Since the completion of the report, 6 million more kids have dropped out of high school, he said. And political commentator David Gergen said Monday on his blog that “today, we are ninth in the proportion of young people with college degrees, 18th in high school graduation rates among industrialized nations and 27th in the proportion of science and engineering degrees. China now graduates more English-trained engineers than the United States and has become the world's No. 1 exporter in high technology.”

But Obama's speech inspired new hope for innovation in the United States. “The future is ours to win,” he said. “But to get there, we can't just stand still. As Robert Kennedy told us, ‘The future is not a gift. It is an achievement.'

“Sustaining the American dream has never been about standing pat. It has required each generation to sacrifice, and struggle and meet the demands of a new age.

“And now it's our turn. We know what it takes to compete for the jobs and industries of our time. We need to out-innovate, out-educate and out-build the rest of the world.”

In his talk, Obama spoke of many reforms that address the recommendations from the report. I wanted to highlight just a few:

  1. “Maintaining our leadership in research and technology is crucial to America's success. But if we want to win the future, if we want innovation to produce jobs in America and not overseas, then we also have to win the race to educate our kids.”
  2. “Our free enterprise system is what drives innovation. But because it's not always profitable for companies to invest in basic research, throughout our history our government has provided cutting-edge scientists and inventors with the support that they need. That's what planted the seeds for the Internet; that's what helped make possible things like computer chips and GPS. Just think of all the good jobs, from manufacturing to retail, that have come from those breakthroughs.”
  3. “Today, there are hundreds of thousands of students excelling in our schools who are not American citizens. Some are the children of undocumented workers, who had nothing to do with the actions of their parents. They grew up as Americans and pledge allegiance to our flag, and yet they live every day with the threat of deportation.

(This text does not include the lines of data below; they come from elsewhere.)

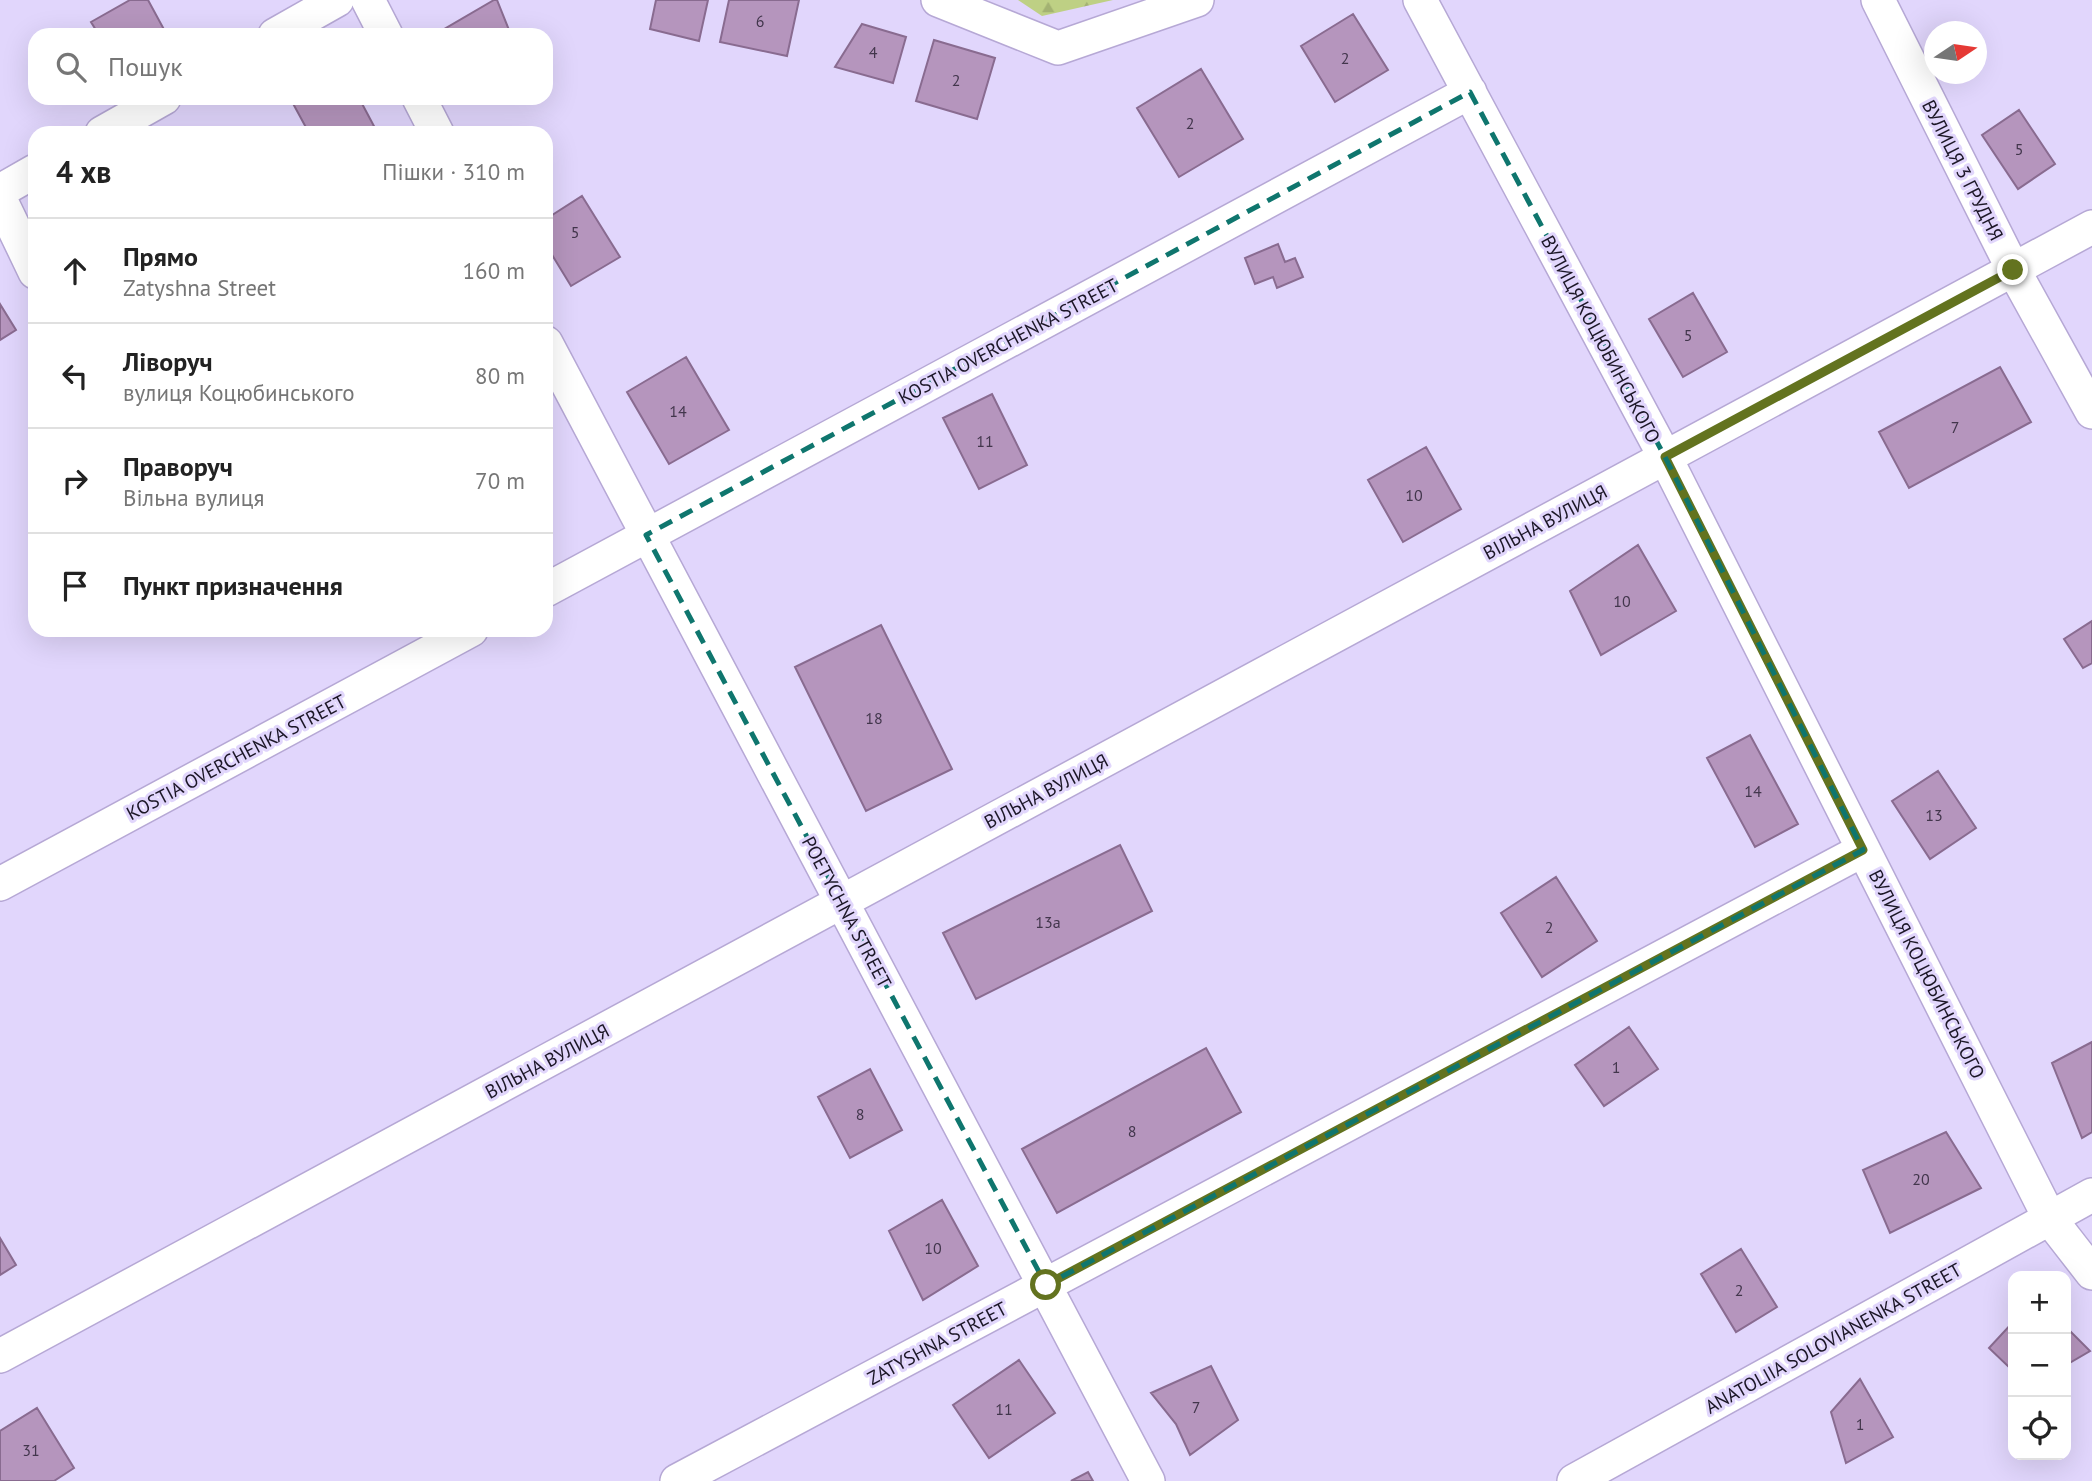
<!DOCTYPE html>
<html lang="uk">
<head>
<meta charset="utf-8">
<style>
  :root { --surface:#fff; --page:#f6f6f6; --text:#222; --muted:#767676; --line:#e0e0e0 }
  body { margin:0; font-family:"PT Sans",sans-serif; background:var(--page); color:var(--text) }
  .controls { position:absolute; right:21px; bottom:21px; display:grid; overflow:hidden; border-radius:14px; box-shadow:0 7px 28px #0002 }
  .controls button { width:63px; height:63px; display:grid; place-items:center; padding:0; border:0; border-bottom:2px solid var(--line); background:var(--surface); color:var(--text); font:35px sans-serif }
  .compass { position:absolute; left:1924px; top:21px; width:63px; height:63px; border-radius:50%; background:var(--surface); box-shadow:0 7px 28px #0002; rotate:77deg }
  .stop { position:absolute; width:21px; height:21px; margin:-16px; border:5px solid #63731f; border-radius:50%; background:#fff }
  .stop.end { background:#63731f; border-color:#fff; box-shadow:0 2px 7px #0008 }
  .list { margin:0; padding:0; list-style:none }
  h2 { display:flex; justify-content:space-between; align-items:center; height:91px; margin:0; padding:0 28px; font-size:30px }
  h2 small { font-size:23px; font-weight:400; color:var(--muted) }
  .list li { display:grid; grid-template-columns:46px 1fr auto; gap:21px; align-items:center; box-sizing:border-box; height:105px; padding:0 28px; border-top:2px solid var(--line) }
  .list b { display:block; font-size:26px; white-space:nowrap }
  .list p { margin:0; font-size:23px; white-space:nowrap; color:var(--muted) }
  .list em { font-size:23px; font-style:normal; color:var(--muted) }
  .icon { flex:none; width:38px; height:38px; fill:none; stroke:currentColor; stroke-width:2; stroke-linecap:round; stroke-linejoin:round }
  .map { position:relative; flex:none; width:2092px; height:1481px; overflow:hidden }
  .search { position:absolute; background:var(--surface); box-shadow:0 7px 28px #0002; left:28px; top:28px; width:525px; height:77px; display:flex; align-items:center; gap:18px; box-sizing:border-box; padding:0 24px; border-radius:21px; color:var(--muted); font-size:26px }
  .panel { position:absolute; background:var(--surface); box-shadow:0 7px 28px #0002; left:28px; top:126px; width:525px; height:511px; border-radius:21px }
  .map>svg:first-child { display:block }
</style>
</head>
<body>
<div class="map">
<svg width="2092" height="1481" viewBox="0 0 2092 1481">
  <defs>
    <pattern id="forest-firs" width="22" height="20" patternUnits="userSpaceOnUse" patternTransform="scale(1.75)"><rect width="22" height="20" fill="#bed084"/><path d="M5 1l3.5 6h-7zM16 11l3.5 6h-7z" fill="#a3b272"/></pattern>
  </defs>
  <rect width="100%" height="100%" fill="#e1d6fc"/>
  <path fill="url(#forest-firs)" d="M1018 0H1113L1042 16Z"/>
  <path fill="#b595bd" stroke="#896b90" stroke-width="2" d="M130 0H148L167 35H99L91 22Z
    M494 0H497L511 35H443L441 31Z
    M656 0H708L699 41 650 29Z
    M729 0H799L787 56 720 42Z
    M1353 14 1388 70 1335 102 1301 46Z
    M862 24 906 37 893 83 835 67Z
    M934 40 995 58 977 119 916 101Z
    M1201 69 1243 139 1179 177 1137 108Z
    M290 98H359L376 130 371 133H309Z
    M2019 110 2055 164 2018 189 1982 135Z
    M582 196 620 257 571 286 546 245V219Z
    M1278 244 1285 262 1295 258 1303 277 1277 288 1273 277 1255 284 1245 258Z
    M1693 293 1727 352 1683 377 1649 319Z
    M0 304 16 330 0 340Z
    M686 357 729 430 669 464 627 392Z
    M2000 367 2031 422 1909 488 1879 432Z
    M992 394 1027 465 979 489 943 418Z
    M1426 447 1461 509 1403 542 1368 480Z
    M1638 545 1676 611 1601 655 1570 591Z
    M2092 621V663L2083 668 2064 639Z
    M881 625 952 769 866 811 795 667Z
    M1750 735 1798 824 1755 847 1707 758Z
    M1938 771 1976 828 1930 859 1892 801Z
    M1120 845 1152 911 976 999 943 933Z
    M1556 877 1597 941 1542 977 1501 913Z
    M1629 1027 1658 1069 1604 1106 1575 1065Z
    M2092 1042V1132L2082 1138 2052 1063Z
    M1206 1048 1241 1112 1057 1213 1022 1149Z
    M870 1069 902 1130 850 1158 818 1097Z
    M1946 1132 1981 1188 1890 1233 1863 1170Z
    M942 1200 978 1266 923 1300 889 1231Z
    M0 1238 16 1265 0 1275Z
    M1741 1249 1777 1307 1736 1332 1701 1274Z
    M2013 1322V1371L1989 1348Z
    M2066 1327 2090 1351 2066 1365Z
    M1019 1360 1055 1413 989 1458 953 1405Z
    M1211 1366 1238 1420 1190 1455 1176 1424 1151 1393Z
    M1860 1379 1893 1437 1846 1463 1831 1412Z
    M37 1408 74 1468 54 1481H0V1431Z
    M1088 1472 1093 1481H1071Z"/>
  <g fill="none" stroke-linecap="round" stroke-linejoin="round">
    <g stroke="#b6a8d5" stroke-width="36">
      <path id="street" d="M368 0 386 35
        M938 0 1058 48 1197 0
        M1420 0 1665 457 2050 1219 2092 1273
        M1878 0 2013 269 2092 412
        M275 35 337 0
        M419 98 437 133
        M102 133 164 98
        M0 191 35 171
        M0 199 35 272
        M546 343 1148 1481
        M546 590 1470 92
        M0 884 471 630
        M0 1356 2092 227
        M677 1481 1863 850
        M1574 1481 2092 1195"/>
    </g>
    <use href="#street" stroke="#fff" stroke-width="33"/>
  </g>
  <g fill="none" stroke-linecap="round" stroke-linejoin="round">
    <path stroke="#63731f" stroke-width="9" d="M1046 1285 1863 850 1665 457 2013 270"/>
  </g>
  <path fill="none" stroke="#0f766e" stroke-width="5" stroke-dasharray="14 9" stroke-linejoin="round" d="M1470 92 1665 457 1863 850 1046 1285 646 535Z"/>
  <g text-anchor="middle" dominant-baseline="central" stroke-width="6" stroke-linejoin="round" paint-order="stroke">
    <g font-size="16" fill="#42364c">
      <text x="760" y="21">6</text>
      <text x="873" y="52">4</text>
      <text x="1345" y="58">2</text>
      <text x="956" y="80">2</text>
      <text x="1190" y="123">2</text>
      <text x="2019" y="149">5</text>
      <text x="575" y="232">5</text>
      <text x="1688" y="335">5</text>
      <text x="678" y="411">14</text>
      <text x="1955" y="427">7</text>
      <text x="985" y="441">11</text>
      <text x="1414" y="495">10</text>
      <text x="1622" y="601">10</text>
      <text x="874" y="718">18</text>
      <text x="1753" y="791">14</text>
      <text x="1934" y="815">13</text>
      <text x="1048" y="922">13а</text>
      <text x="1549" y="927">2</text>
      <text x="1616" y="1067">1</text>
      <text x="860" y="1114">8</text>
      <text x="1132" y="1131">8</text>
      <text x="1921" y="1179">20</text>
      <text x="933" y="1248">10</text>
      <text x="1739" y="1290">2</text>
      <text x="1196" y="1407">7</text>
      <text x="1004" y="1409">11</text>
      <text x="1860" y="1424">1</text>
      <text x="31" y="1450">31</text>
    </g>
    <g font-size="19" fill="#1b1626" stroke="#e1d6fc">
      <text transform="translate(1963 170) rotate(63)">ВУЛИЦЯ 3 ГРУДНЯ</text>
      <text transform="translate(1601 339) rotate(62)">ВУЛИЦЯ КОЦЮБИНСЬКОГО</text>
      <text transform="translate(1008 341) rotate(-28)">KOSTIA OVERCHENKA STREET</text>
      <text transform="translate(1545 522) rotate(-28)">ВІЛЬНА ВУЛИЦЯ</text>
      <text transform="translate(236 757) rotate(-28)">KOSTIA OVERCHENKA STREET</text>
      <text transform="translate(1046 791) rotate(-28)">ВІЛЬНА ВУЛИЦЯ</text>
      <text transform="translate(847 912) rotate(62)">POETYCHNA STREET</text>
      <text transform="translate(1927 974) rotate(63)">ВУЛИЦЯ КОЦЮБИНСЬКОГО</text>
      <text transform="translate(547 1061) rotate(-28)">ВІЛЬНА ВУЛИЦЯ</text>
      <text transform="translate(1833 1338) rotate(-29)">ANATOLIIA SOLOVIANENKA STREET</text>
      <text transform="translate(937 1343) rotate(-28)">ZATYSHNA STREET</text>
    </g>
  </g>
</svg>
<div class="controls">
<button>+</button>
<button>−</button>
<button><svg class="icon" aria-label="locate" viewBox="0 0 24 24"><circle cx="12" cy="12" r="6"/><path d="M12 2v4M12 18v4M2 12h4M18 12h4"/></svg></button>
</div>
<svg class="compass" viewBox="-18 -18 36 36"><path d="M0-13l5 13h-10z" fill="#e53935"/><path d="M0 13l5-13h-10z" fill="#767676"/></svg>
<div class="stop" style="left:1046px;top:1285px"></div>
<div class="stop end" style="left:2013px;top:270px"></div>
<div class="search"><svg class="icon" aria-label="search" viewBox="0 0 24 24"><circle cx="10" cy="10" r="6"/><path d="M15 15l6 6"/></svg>Пошук</div>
<section class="panel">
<h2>4 хв<small>Пішки · 310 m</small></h2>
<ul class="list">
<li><svg class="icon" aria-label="ahead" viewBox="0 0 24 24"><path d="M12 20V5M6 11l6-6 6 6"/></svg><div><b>Прямо</b><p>Zatyshna Street</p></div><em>160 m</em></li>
<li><svg class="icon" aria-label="left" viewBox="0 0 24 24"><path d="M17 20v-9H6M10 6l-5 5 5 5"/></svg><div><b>Ліворуч</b><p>вулиця Коцюбинського</p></div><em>80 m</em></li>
<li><svg class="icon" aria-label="right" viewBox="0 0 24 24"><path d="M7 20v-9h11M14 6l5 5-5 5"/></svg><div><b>Праворуч</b><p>Вільна вулиця</p></div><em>70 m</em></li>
<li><svg class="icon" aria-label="arrive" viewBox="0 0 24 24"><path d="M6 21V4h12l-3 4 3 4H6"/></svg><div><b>Пункт призначення</b></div></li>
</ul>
</section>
</div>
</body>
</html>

Others come here from abroad to study in our colleges and universities. But as soon as they obtain advanced degrees, we send them back home to compete against us. It makes no sense.”
  4. “With more research and incentives, we can break our dependence on oil with biofuels, and become the first country to have 1 million electric vehicles on the road by 2015.”

In conclusion, Obama said, “we do big things. The idea of America endures. Our destiny remains our choice. And tonight, more than two centuries later, it's because our people that our future is hopeful, our journey goes forward, and the state of our union is strong.”

Do you agree with President Obama? Will his suggested reforms spark innovation in Americans?